- Listed records

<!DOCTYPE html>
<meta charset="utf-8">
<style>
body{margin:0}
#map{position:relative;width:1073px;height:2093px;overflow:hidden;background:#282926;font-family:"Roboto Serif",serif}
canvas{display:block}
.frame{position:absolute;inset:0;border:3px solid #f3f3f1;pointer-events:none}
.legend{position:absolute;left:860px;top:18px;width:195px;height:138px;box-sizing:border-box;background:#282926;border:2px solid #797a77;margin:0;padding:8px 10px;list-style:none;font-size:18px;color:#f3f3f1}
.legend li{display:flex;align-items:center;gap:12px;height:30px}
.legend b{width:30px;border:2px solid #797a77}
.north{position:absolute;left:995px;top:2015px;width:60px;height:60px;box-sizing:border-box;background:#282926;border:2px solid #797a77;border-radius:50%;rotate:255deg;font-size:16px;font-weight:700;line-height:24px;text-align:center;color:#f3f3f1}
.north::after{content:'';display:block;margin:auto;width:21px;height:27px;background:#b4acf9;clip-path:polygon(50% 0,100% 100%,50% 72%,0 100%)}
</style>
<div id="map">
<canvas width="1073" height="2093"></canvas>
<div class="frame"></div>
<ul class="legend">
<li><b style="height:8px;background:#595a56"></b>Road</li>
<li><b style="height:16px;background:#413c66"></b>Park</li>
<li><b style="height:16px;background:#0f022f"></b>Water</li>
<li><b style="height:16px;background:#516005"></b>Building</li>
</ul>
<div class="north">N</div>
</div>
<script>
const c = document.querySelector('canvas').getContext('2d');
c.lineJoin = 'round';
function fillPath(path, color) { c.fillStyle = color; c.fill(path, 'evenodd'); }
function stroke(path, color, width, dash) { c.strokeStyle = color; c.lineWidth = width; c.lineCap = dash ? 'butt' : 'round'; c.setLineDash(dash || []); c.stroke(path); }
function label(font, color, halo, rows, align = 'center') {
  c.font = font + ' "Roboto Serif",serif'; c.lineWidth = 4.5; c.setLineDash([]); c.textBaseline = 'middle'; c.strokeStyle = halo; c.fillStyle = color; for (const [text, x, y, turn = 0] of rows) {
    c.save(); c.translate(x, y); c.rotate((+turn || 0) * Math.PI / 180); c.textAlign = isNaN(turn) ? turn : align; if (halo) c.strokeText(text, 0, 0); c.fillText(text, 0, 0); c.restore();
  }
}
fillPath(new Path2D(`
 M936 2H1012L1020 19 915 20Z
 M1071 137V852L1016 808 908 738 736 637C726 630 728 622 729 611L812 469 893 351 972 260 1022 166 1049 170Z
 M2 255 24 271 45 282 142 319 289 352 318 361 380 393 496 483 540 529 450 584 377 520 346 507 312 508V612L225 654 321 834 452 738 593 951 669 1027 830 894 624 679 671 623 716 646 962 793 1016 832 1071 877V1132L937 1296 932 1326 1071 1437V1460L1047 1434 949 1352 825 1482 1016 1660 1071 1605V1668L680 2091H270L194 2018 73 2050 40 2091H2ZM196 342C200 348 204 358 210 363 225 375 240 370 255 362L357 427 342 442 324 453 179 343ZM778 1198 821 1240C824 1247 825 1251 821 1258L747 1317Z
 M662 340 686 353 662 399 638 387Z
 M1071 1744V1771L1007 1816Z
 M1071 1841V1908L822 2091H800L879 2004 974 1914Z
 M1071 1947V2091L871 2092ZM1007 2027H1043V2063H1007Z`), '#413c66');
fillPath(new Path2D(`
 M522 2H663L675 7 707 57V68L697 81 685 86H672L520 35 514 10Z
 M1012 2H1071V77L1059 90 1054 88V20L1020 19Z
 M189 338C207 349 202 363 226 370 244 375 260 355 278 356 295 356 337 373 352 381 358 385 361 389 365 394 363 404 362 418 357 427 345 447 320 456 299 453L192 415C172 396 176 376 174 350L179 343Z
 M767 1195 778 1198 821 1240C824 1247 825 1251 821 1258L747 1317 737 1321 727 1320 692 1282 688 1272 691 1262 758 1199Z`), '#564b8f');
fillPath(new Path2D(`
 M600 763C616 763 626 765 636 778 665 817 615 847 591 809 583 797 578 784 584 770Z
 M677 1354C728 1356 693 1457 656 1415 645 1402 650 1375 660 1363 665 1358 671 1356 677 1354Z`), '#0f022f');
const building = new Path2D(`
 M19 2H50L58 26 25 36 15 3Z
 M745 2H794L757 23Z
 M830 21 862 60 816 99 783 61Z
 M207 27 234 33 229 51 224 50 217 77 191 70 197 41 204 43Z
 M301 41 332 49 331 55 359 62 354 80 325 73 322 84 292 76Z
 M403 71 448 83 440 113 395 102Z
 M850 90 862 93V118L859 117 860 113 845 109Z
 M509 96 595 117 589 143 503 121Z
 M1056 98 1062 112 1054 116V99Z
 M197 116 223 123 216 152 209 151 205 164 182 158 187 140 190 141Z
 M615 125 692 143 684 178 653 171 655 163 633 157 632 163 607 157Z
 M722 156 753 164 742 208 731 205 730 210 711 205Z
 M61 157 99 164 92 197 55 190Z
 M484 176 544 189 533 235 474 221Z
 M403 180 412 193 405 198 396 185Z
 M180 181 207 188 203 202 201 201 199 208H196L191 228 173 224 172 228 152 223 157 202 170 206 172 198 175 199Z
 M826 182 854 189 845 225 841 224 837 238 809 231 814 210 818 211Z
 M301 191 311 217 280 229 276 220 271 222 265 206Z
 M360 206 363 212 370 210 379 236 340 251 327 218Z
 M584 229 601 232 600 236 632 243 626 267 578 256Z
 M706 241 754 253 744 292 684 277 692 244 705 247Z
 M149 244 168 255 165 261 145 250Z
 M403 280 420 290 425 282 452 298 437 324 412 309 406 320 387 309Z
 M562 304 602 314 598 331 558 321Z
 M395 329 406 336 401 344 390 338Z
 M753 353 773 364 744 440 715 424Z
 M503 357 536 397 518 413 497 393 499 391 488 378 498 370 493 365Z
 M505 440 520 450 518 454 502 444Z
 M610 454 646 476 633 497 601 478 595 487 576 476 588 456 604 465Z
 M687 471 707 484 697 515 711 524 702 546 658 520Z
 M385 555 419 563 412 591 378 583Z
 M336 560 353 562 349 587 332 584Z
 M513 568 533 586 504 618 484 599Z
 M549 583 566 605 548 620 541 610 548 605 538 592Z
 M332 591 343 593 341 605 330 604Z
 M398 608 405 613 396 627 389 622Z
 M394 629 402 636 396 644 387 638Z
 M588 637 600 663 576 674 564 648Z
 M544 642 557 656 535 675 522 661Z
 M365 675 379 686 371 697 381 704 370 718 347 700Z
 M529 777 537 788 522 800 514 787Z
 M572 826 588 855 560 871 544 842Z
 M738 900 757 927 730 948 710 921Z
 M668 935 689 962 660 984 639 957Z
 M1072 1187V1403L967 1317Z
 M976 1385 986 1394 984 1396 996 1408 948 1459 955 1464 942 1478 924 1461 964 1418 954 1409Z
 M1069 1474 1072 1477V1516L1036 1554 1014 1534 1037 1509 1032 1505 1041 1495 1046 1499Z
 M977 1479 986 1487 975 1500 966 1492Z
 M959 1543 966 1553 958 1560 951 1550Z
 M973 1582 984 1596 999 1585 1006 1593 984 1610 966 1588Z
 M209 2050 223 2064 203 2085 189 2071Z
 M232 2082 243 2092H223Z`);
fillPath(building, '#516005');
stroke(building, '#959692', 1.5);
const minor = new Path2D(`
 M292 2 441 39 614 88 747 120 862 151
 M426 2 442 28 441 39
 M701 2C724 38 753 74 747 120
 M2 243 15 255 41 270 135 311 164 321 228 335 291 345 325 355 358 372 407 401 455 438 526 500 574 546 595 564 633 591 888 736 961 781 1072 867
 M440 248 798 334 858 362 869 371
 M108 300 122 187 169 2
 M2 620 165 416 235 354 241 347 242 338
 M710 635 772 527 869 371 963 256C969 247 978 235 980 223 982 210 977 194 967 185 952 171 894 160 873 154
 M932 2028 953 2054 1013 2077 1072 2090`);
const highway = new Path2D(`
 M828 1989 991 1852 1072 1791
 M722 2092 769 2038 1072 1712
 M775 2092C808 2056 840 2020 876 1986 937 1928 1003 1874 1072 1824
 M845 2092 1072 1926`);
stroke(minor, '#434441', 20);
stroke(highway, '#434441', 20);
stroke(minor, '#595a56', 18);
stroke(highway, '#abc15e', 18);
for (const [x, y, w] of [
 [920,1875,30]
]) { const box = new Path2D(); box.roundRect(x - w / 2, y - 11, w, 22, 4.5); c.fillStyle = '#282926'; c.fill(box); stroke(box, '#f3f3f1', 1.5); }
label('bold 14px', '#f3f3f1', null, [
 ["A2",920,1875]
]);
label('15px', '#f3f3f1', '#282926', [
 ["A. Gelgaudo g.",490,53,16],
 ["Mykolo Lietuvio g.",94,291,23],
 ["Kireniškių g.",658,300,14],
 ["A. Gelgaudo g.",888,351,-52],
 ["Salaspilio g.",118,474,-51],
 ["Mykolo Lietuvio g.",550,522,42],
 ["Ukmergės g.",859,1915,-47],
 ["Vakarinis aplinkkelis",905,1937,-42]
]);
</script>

- Work to be completed
The listing above holds a line with "M207 27 234" and a line with "M180 181 207". Print the stretch from the first through the second, exactly and alone.

- Solution for this problem
 M207 27 234 33 229 51 224 50 217 77 191 70 197 41 204 43Z
 M301 41 332 49 331 55 359 62 354 80 325 73 322 84 292 76Z
 M403 71 448 83 440 113 395 102Z
 M850 90 862 93V118L859 117 860 113 845 109Z
 M509 96 595 117 589 143 503 121Z
 M1056 98 1062 112 1054 116V99Z
 M197 116 223 123 216 152 209 151 205 164 182 158 187 140 190 141Z
 M615 125 692 143 684 178 653 171 655 163 633 157 632 163 607 157Z
 M722 156 753 164 742 208 731 205 730 210 711 205Z
 M61 157 99 164 92 197 55 190Z
 M484 176 544 189 533 235 474 221Z
 M403 180 412 193 405 198 396 185Z
 M180 181 207 188 203 202 201 201 199 208H196L191 228 173 224 172 228 152 223 157 202 170 206 172 198 175 199Z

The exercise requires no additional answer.